[Start of section]
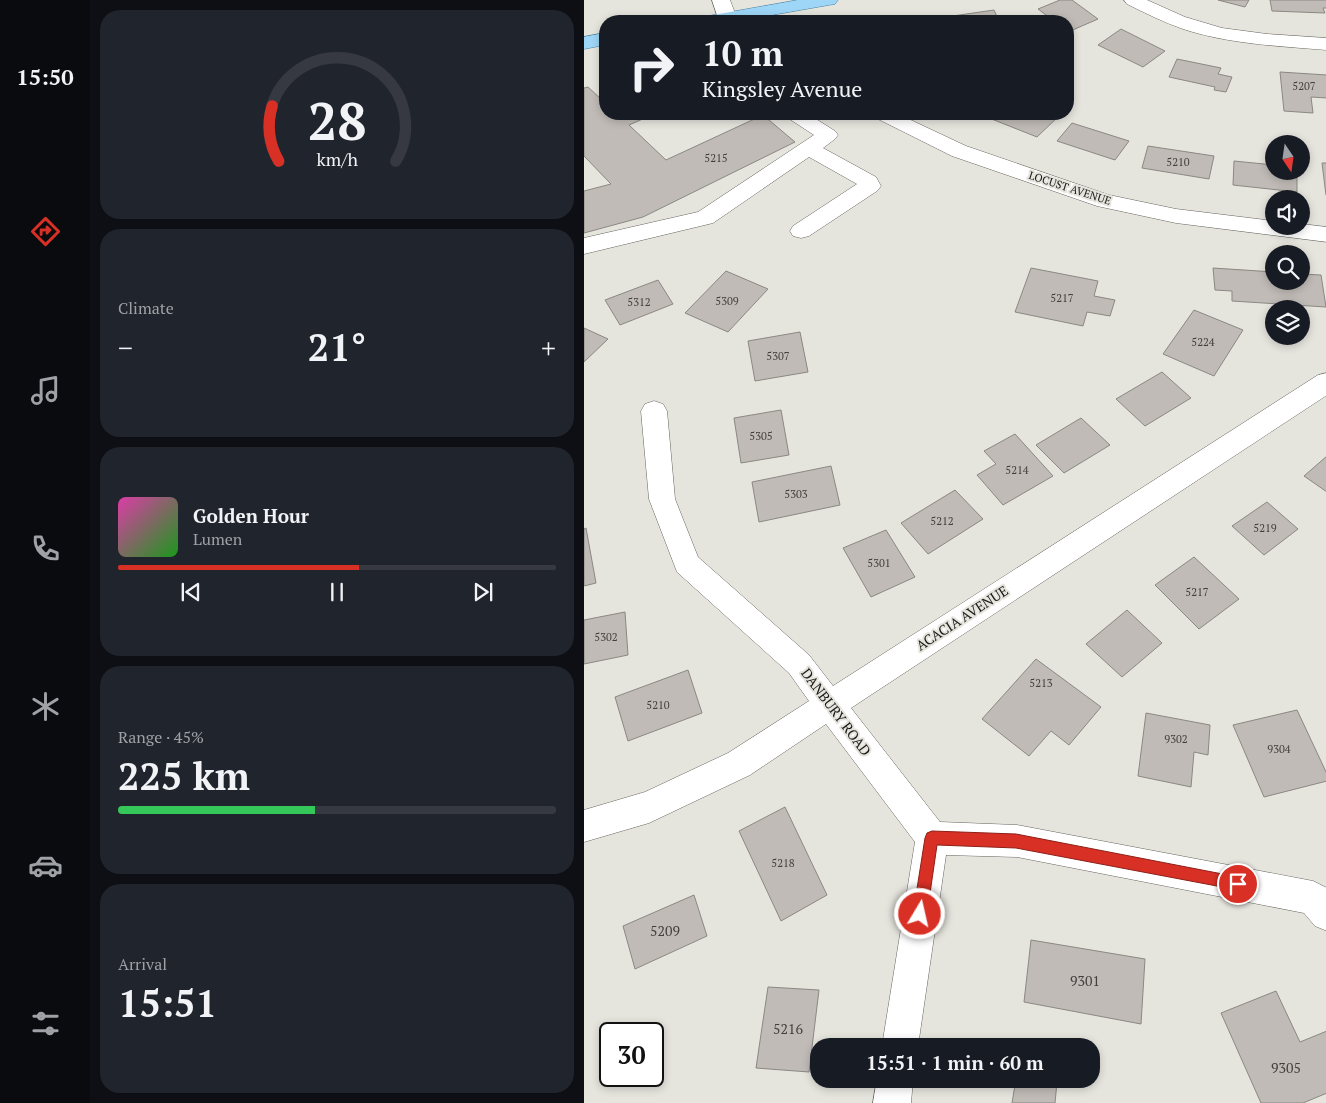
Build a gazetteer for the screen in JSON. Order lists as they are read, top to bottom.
{
  "streets": {
    "street": ["LOCUST AVENUE", "ACACIA AVENUE", "DANBURY ROAD"]
  },
  "crossings": [
    ["ACACIA AVENUE", "DANBURY ROAD"]
  ],
  "house_numbers": [
    "5207",
    "5215",
    "5210",
    "5217",
    "5309",
    "5312",
    "5224",
    "5307",
    "5305",
    "5214",
    "5303",
    "5212",
    "5219",
    "5301",
    "5217",
    "5302",
    "5213",
    "5210",
    "9302",
    "9304",
    "5218",
    "5209",
    "9301",
    "5216",
    "9305"
  ],
  "north": "bottom",
  "page": {
    "tabs": "15:50",
    "turn": ["10 m", "Kingsley Avenue"],
    "tile": [
      "Climate",
      ["Range · 45%", "225 km"],
      ["Arrival", "15:51"]
    ],
    "heat": ["−", "21°", "+"],
    "song": ["Golden Hour", "Lumen"],
    "limit": "30",
    "trip": "15:51 · 1 min · 60 m",
    "gauge": ["28", "km/h"]
  }
}
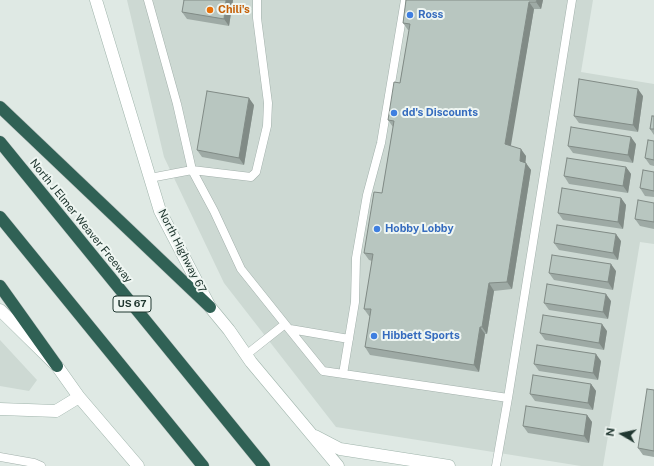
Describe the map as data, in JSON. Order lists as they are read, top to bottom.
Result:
{
  "streets": {
    "highway": ["North J Elmer Weaver Freeway", "US 67"],
    "main road": ["North Highway 67"]
  },
  "places": [
    "Chili's",
    "Ross",
    "dd's Discounts",
    "Hobby Lobby",
    "Hibbett Sports"
  ],
  "north": "left"
}
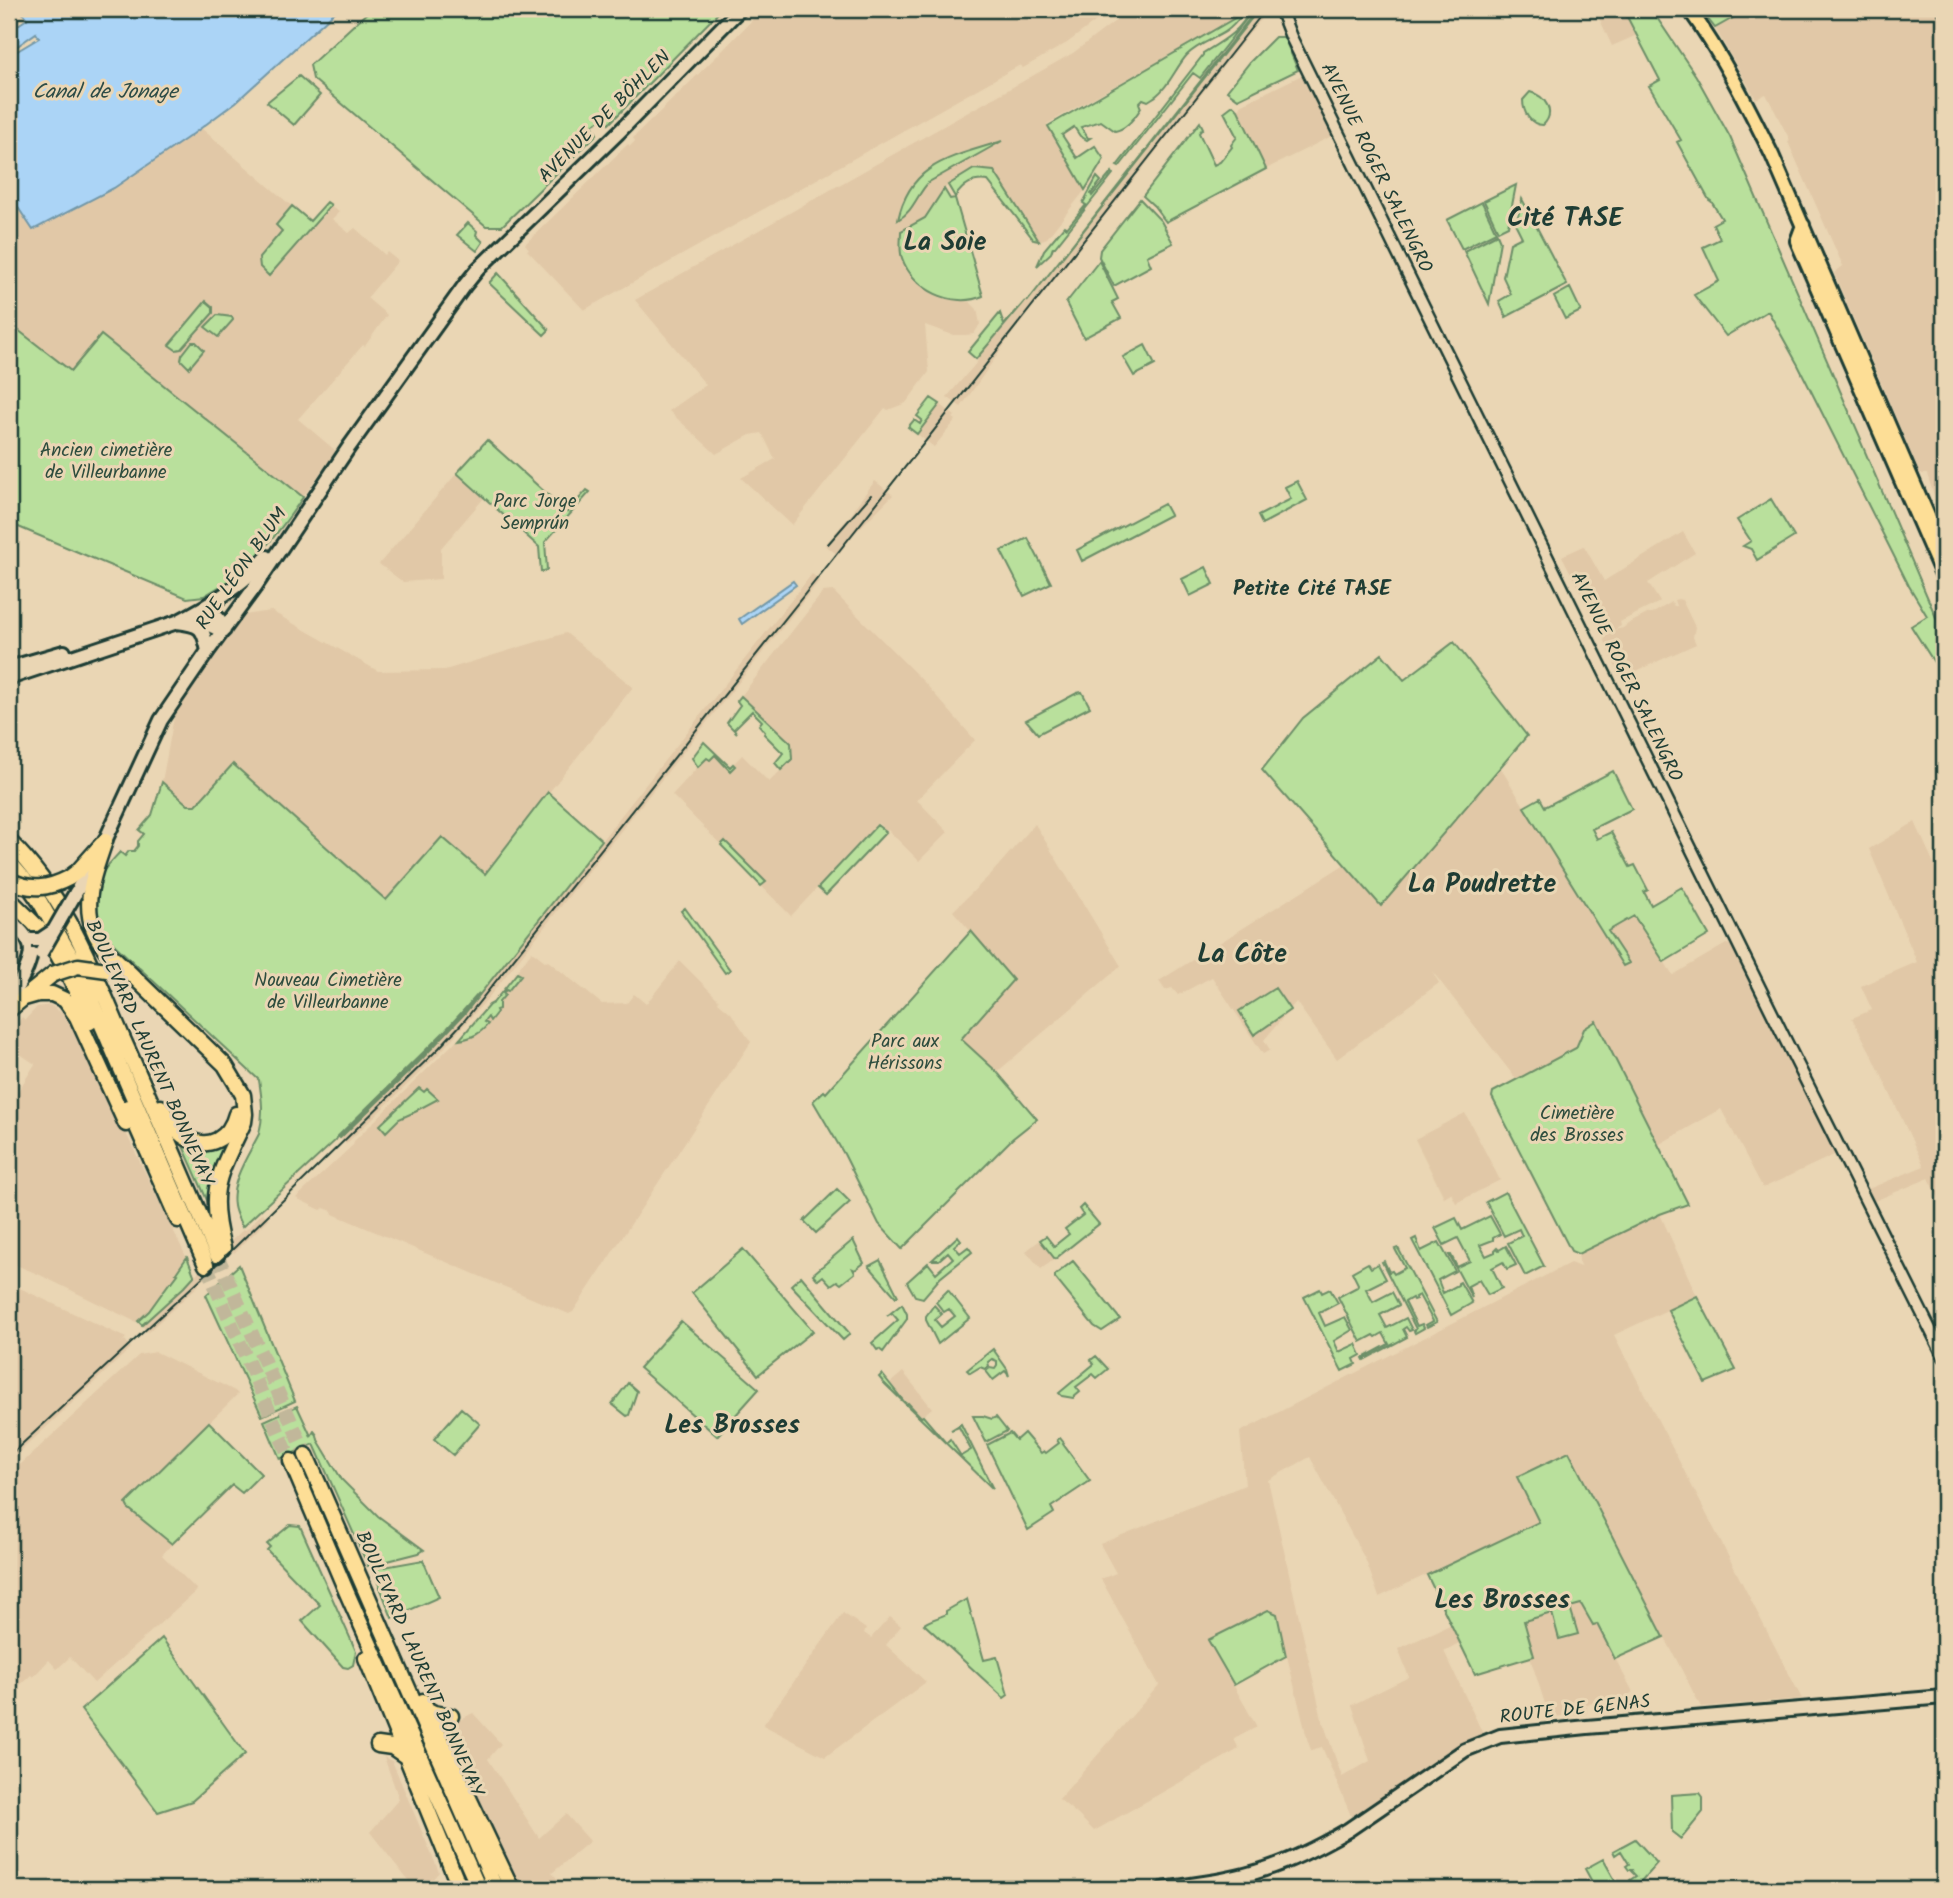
[End of section]
Please print all the entries exactly as written, but drop the pictures.

- [Your solution]:
Build a gazetteer for the screen in JSON. Order lists as they are read, top to bottom.
{
  "streets": {
    "street": ["LOCUST AVENUE", "ACACIA AVENUE", "DANBURY ROAD"]
  },
  "crossings": [
    ["ACACIA AVENUE", "DANBURY ROAD"]
  ],
  "house_numbers": [
    "5207",
    "5215",
    "5210",
    "5217",
    "5309",
    "5312",
    "5224",
    "5307",
    "5305",
    "5214",
    "5303",
    "5212",
    "5219",
    "5301",
    "5217",
    "5302",
    "5213",
    "5210",
    "9302",
    "9304",
    "5218",
    "5209",
    "9301",
    "5216",
    "9305"
  ],
  "north": "bottom",
  "page": {
    "tabs": "15:50",
    "turn": ["10 m", "Kingsley Avenue"],
    "tile": [
      "Climate",
      ["Range · 45%", "225 km"],
      ["Arrival", "15:51"]
    ],
    "heat": ["−", "21°", "+"],
    "song": ["Golden Hour", "Lumen"],
    "limit": "30",
    "trip": "15:51 · 1 min · 60 m",
    "gauge": ["28", "km/h"]
  }
}
Describe the map as data, in JSON. Order lists as they are read, top to bottom.
Result:
{
  "streets": {
    "highway": ["North J Elmer Weaver Freeway", "US 67"],
    "main road": ["North Highway 67"]
  },
  "places": [
    "Chili's",
    "Ross",
    "dd's Discounts",
    "Hobby Lobby",
    "Hibbett Sports"
  ],
  "north": "left"
}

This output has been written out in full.